Mir aber wand sich das Herz vor Lachen und wollte brechen und wusste nicht, wohin? und sank in’s Zwerchfell.
Wahrlich, das wird noch mein Tod sein, dass ich vor Lachen ersticke, wenn ich Esel betrunken sehe und Nachtwächter also an Gott zweifeln höre.
Ist es denn nicht lange vorbei auch für alle solche Zweifel? Wer darf noch solche alte eingeschlafne lichtscheue Sachen aufwecken!
Mit den alten Göttern gieng es ja lange schon zu Ende: – und wahrlich, ein gutes fröhliches Götter-Ende hatten sie!
Sie »dämmerten« sich nicht zu Tode, – das lügt man wohl! Vielmehr: sie haben sich selber einmal zu Tode – gelacht !
Das geschah, als das gottloseste Wort von einem Gotte selber ausgieng, – das Wort: »Es ist Ein Gott! Du sollst keinen andern Gott haben neben mir!« –
– ein alter Grimm-Bart von Gott, ein eifersüchtiger vergass sich also:
Und alle Götter lachten damals und wackelten auf ihren Stühlen und riefen: »Ist das nicht eben Göttlichkeit, dass es Götter, aber keinen Gott giebt?«
Wer Ohren hat, der höre. –
Also redete Zarathustra in der Stadt, die er liebte und welche zubenannt ist die bunte Kuh.’ Von hier nämlich hatte er nur noch zwei Tage zu gehen, dass er wieder in seine Höhle käme und zu seinen Thieren; seine Seele aber frohlockte beständig ob der Nähe seiner Heimkehr. –
Oh Einsamkeit! Du meine Heimat Einsamkeit! Zu lange lebte ich wild in wilder Fremde, als dass ich nicht mit Thränen zu dir heimkehrte!
Nun drohe mir nur mit dem Finger, wie Mütter drohn, nein lächle mir zu, wie Mütter lächeln, nun sprich nur: »Und wer war das, der wie ein Sturmwind einst von mir davonstürmte? –
»- der scheidend rief: zu lange sass ich bei der Einsamkeit, da verlernte ich das Schweigen! D a s – lerntest du nun wohl?
»Oh Zarathustra, Alles weiss ich: und dass du unter den Vielen verlassener warst, du Einer, als je bei mir!

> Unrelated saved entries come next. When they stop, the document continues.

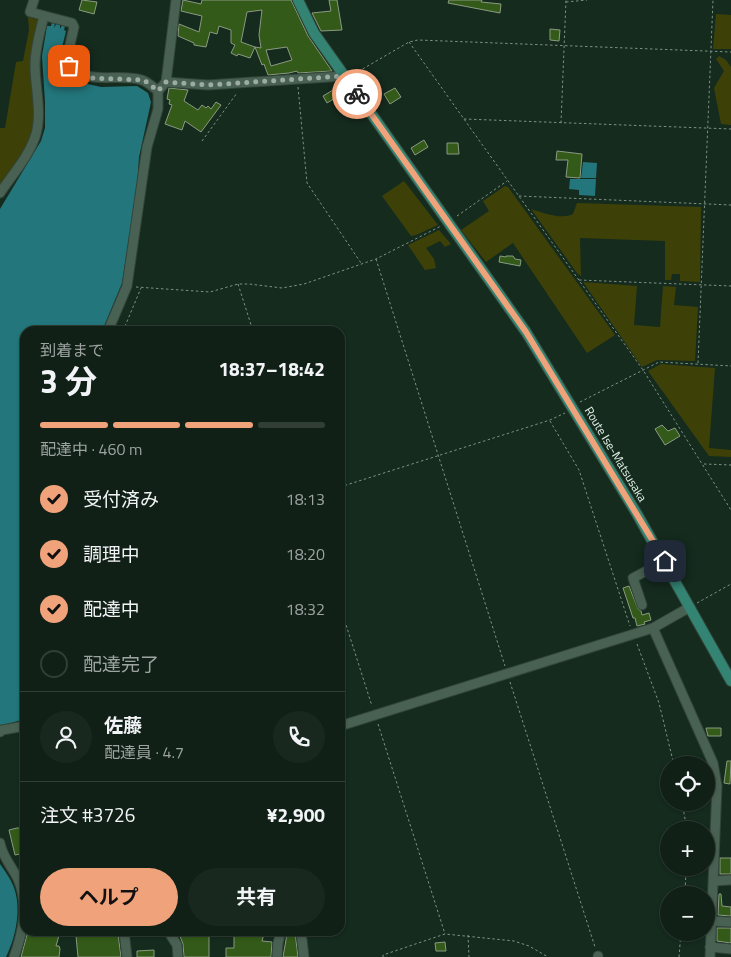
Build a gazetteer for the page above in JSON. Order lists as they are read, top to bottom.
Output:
{
  "streets": {
    "main road": ["Route Ise-Matsusaka"]
  },
  "page": {
    "heading": ["3 分", "到着まで", "18:37–18:42"],
    "panel": [
      "佐藤",
      "配達員 · 4.7",
      "注文 #3726",
      "¥2,900"
    ],
    "bar": "配達中 · 460 m",
    "list": [
      ["受付済み", "18:13"],
      ["調理中", "18:20"],
      ["配達中", "18:32"],
      "配達完了"
    ],
    "map_buttons": ["+", "−"],
    "buttons": ["ヘルプ", "共有"]
  }
}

»Ein Anderes ist Verlassenheit, ein Anderes Einsamkeit: Das – lerntest du nun! Und dass du unter Menschen immer wild und fremd sein wirst:
»-Wild und fremd auch noch, wenn sie dich lieben: denn zuerst von Allem wollen sie geschont sein!
»Hier aber bist du bei dir zu Heim und Hause; hier kannst du Alles hinausreden und alle Gründe ausschütten, Nichts schämt sich hier versteckter, verstockter Gefühle.
»Hier kommen alle Dinge liebkosend zu deiner Rede und schmeicheln dir: denn sie wollen auf deinem Rücken reiten. Auf jedem Gleichniss reitest du hier zu jeder Wahrheit.
»Aufrecht und aufrichtig darfst du hier zu allen Dingen reden: und wahrlich, wie Lob klingt es ihren Ohren, dass Einer mit allen Dingen – gerade redet!
»Ein Anderes aber ist Verlassensein. Denn, weisst du noch, oh Zarathustra? Als damals dein Vogel über dir schrie, als du im Walde standest, unschlüssig, wohin? unkundig, einem Leichnam nahe: –
»- als du sprachst: mögen mich meine Thiere führen! Gefährlicher fand ich’s unter Menschen, als unter Thieren: – Das war Verlassenheit!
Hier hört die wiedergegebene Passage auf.